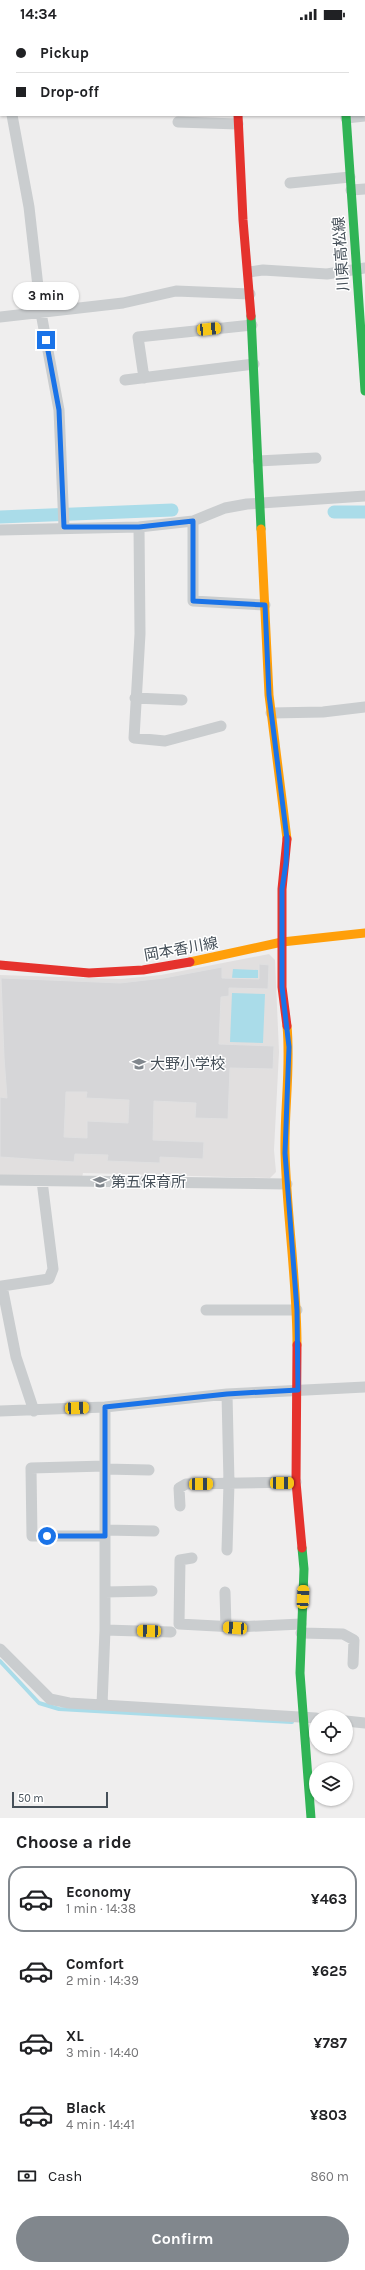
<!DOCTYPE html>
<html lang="en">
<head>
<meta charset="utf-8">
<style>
  :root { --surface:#fff; --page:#f2f2f2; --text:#202124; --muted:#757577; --line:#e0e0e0; --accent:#81878d }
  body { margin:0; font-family:Karla,"Noto Sans JP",sans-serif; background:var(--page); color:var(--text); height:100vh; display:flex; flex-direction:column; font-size:15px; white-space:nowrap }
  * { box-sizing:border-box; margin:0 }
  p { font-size:13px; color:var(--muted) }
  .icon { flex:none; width:22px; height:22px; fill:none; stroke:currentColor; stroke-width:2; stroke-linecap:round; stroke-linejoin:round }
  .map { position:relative; height:1790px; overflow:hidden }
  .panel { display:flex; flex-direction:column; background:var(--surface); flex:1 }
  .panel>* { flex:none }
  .hud { position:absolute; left:0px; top:0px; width:365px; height:88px; box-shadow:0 1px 3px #0004; display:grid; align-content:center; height:88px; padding:0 16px; background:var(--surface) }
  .controls { position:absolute; left:309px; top:1682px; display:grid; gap:8px }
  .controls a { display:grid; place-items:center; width:44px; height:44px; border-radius:50%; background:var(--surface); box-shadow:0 1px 3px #0004; font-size:20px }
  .scale { position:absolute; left:12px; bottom:10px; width:96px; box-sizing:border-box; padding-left:4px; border:2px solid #465059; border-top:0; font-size:11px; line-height:14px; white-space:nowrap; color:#465059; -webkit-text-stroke:3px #fff; paint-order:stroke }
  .end { position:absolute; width:18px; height:18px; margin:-9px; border:5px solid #1a73e8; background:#fff; box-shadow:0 0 0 2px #fff }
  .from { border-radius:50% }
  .bubble { position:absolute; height:28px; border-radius:14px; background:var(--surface); box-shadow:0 1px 3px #0004; font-size:13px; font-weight:700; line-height:28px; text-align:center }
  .car { position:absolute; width:12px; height:24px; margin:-12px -6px; border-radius:5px; box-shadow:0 0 3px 1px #0007; background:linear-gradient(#f5c518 24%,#345 0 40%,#f5c518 0 76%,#345 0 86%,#f5c518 0) }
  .hud b { display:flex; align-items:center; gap:14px; height:38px; font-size:15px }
  .hud b+b { border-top:1px solid var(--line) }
  .hud i { width:10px; height:10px; background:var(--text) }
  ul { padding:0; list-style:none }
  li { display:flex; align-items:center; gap:12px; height:66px; margin:0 8px 6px; padding:0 8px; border:2px solid transparent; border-radius:16px }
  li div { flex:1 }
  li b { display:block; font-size:15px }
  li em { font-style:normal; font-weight:700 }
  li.on { border-color:var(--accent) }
  li>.icon { width:36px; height:36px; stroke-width:1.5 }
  h2 { padding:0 16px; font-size:18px; line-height:48px }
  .pay { display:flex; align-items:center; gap:10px; height:44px; padding:0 16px; font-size:15px }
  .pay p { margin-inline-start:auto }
  .cta { display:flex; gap:8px; margin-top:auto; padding:8px 16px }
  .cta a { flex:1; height:46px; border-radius:24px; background:var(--accent); color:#fff; font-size:16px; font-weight:700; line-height:46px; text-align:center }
  .status { display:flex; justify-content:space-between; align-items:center; height:28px; padding:0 20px; background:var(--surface); direction:ltr }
  .status svg { height:11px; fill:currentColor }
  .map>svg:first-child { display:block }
  .education { fill:#e1dfdf }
  .water { fill:#aadce9 }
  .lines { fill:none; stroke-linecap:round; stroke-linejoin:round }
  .stream { stroke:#aadce9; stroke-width:4 }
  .canal { stroke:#aadce9; stroke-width:13 }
  .building { fill:#d6d6d8; stroke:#e0e0e1; fill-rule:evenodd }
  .street { stroke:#cacdcf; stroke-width:11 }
  .fast { stroke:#30b455; stroke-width:9 }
  .slow { stroke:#ff9f0a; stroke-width:9 }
  .jam { stroke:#e5322d; stroke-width:9 }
  .route { stroke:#1a73e8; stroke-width:5 }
  .labels { text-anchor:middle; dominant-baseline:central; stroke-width:3; stroke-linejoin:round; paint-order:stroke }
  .street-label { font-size:15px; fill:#465059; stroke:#fff }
  .poi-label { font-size:15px; fill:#465059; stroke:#fff; text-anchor:start }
</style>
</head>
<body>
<div class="status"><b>14:34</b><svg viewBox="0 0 49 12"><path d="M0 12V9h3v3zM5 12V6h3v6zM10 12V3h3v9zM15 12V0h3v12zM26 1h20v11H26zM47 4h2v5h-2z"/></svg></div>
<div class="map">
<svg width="365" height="1790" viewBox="0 0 365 1790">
  <rect width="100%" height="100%" fill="#efeeee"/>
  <path class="education" d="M269,926L275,932L279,1024L274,1122L276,1144L270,1150L83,1145L82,1150L0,1148V947L121,951L161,947Z"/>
  <path class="water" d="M233,941L258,942V950H232Z
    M232,965L265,966L263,1015L230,1014Z"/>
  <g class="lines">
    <path class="stream" d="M0,1633L39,1675L59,1681L292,1694"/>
    <path class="canal" d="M334,484H365
      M0,489L172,482"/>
  </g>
  <path class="building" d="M259,936L269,937L268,961L229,960V968L221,969L219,1016L274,1018L273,1041L230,1040L228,1091L195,1090L196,1075L154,1073L153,1112L204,1114L203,1131L160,1129V1135L107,1133L108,1127L75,1126L74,1134L0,1129V1069L7,1070L4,1029L1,950L120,955L164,950L222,939V950L259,951ZM66,1064H87L86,1070L129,1072L128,1095L87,1093V1110L64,1109Z"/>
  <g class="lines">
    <path class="street" d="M2,0V1
      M234,0V1
      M364,41H365
      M12,87L29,179L41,285L59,382L64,499
      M346,90L365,88
      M178,94L238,96
      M290,155L350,149
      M351,162L365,161
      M249,244L263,242L327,246L365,240
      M0,289L123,275L176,263L250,266
      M144,350L138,309L252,297
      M125,352L254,336
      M258,433L316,430
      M193,493V573L265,577
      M139,499L140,606L134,710L165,713L221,698
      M0,502L139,499L193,493L225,480L247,476L365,468
      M135,670L182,672
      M271,685L323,684L365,679
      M0,1152L287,1156
      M206,1282H297
      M0,1383L105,1379L227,1366L365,1359
      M34,1383L16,1329L2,1258L49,1251L53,1241L42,1153
      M105,1441L149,1442
      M180,1478L179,1460L186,1456L296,1454
      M105,1502L154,1503
      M105,1508H32L31,1440L105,1438
      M227,1522L229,1455L227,1366
      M192,1530L180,1532L179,1596L235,1599L301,1596
      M105,1564L152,1563
      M225,1564L226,1599
      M105,1602L171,1604
      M301,1605L343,1606L354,1612L353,1636
      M0,1621L50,1671L69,1675L316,1690
      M102,1677L105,1602V1379
      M346,1693L365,1695"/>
    <path class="fast" d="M346,87L365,363
      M251,288L261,501
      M302,1520L304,1541L300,1645L311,1790"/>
    <path class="slow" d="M261,501L269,667L287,811
      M190,934L282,914L365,905
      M287,998C291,1040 284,1083 285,1125C287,1189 297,1253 297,1317"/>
    <path class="jam" d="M339,0L340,1
      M238,87L243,192L251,288
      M0,937L89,945L143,942L190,934
      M287,998L282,959V861L287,811
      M297,1317L296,1454L302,1520"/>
  </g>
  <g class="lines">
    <path class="route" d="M46,312L59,382L64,499H139L193,493V573L265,577L269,667L287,811L286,835L282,861V959L289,1019L285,1125L297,1282L298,1362L227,1366L105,1379V1508H47"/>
  </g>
  <defs>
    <symbol id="school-bare" viewBox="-9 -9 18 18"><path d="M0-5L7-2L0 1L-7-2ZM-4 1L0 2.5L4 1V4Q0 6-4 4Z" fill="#81878d" stroke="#fff" stroke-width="2.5" paint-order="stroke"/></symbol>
  </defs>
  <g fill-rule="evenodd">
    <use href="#school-bare" x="129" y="1026" width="20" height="20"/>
    <use href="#school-bare" x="90" y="1144" width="20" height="20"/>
  </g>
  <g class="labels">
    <g class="street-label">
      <text transform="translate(341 226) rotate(-94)">川東高松線</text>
      <text transform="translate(181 921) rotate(-10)">岡本香川線</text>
    </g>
    <g class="poi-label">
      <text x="150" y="1036">大野小学校</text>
      <text x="111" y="1154">第五保育所</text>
    </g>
  </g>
</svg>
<div class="controls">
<a><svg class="icon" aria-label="locate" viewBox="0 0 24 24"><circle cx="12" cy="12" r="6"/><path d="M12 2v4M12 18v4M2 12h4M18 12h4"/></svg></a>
<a><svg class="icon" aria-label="layers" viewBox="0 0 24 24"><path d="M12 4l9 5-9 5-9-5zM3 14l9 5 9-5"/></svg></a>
</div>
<div class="scale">50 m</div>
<i class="end from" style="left:47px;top:1508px"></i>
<i class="end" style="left:46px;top:312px"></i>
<div class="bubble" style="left:13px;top:254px;width:66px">3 min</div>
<i class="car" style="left:209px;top:301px;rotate:84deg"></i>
<i class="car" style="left:77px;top:1380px;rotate:87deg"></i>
<i class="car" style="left:282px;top:1455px;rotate:90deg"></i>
<i class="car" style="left:201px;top:1456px;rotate:89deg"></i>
<i class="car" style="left:303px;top:1569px;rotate:3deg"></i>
<i class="car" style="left:235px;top:1600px;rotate:274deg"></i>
<i class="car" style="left:149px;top:1603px;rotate:272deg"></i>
<div class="hud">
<b><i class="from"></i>Pickup</b>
<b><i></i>Drop-off</b>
</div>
</div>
<section class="panel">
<h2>Choose a ride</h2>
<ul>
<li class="on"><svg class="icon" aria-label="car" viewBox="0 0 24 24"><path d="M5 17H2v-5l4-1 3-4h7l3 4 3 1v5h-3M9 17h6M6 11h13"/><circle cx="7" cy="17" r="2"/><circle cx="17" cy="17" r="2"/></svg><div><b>Economy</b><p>1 min · 14:38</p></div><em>¥463</em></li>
<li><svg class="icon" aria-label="car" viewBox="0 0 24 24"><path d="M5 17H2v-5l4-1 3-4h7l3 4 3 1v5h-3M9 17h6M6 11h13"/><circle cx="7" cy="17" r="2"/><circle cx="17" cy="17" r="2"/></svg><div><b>Comfort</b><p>2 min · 14:39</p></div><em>¥625</em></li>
<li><svg class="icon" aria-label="car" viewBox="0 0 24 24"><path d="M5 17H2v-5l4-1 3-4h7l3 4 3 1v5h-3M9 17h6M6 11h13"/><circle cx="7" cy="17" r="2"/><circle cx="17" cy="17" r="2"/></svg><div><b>XL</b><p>3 min · 14:40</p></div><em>¥787</em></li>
<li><svg class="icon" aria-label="car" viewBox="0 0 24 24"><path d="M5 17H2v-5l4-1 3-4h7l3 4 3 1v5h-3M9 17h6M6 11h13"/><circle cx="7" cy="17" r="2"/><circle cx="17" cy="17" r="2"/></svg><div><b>Black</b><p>4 min · 14:41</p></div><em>¥803</em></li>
</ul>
<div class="pay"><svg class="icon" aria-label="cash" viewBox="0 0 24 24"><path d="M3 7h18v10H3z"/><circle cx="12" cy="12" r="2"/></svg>Cash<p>860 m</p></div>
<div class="cta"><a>Confirm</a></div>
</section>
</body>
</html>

────────────────────────────────────────

PROBLEM DETAILS => Write out again, exactly, the lines from the start of the listing up to the line containing "display:flex; flex-direction:column; background:var(--surface);", with both ends and without pictures.

SOLUTION TO THIS EXERCISE =>
<!DOCTYPE html>
<html lang="en">
<head>
<meta charset="utf-8">
<style>
  :root { --surface:#fff; --page:#f2f2f2; --text:#202124; --muted:#757577; --line:#e0e0e0; --accent:#81878d }
  body { margin:0; font-family:Karla,"Noto Sans JP",sans-serif; background:var(--page); color:var(--text); height:100vh; display:flex; flex-direction:column; font-size:15px; white-space:nowrap }
  * { box-sizing:border-box; margin:0 }
  p { font-size:13px; color:var(--muted) }
  .icon { flex:none; width:22px; height:22px; fill:none; stroke:currentColor; stroke-width:2; stroke-linecap:round; stroke-linejoin:round }
  .map { position:relative; height:1790px; overflow:hidden }
  .panel { display:flex; flex-direction:column; background:var(--surface); flex:1 }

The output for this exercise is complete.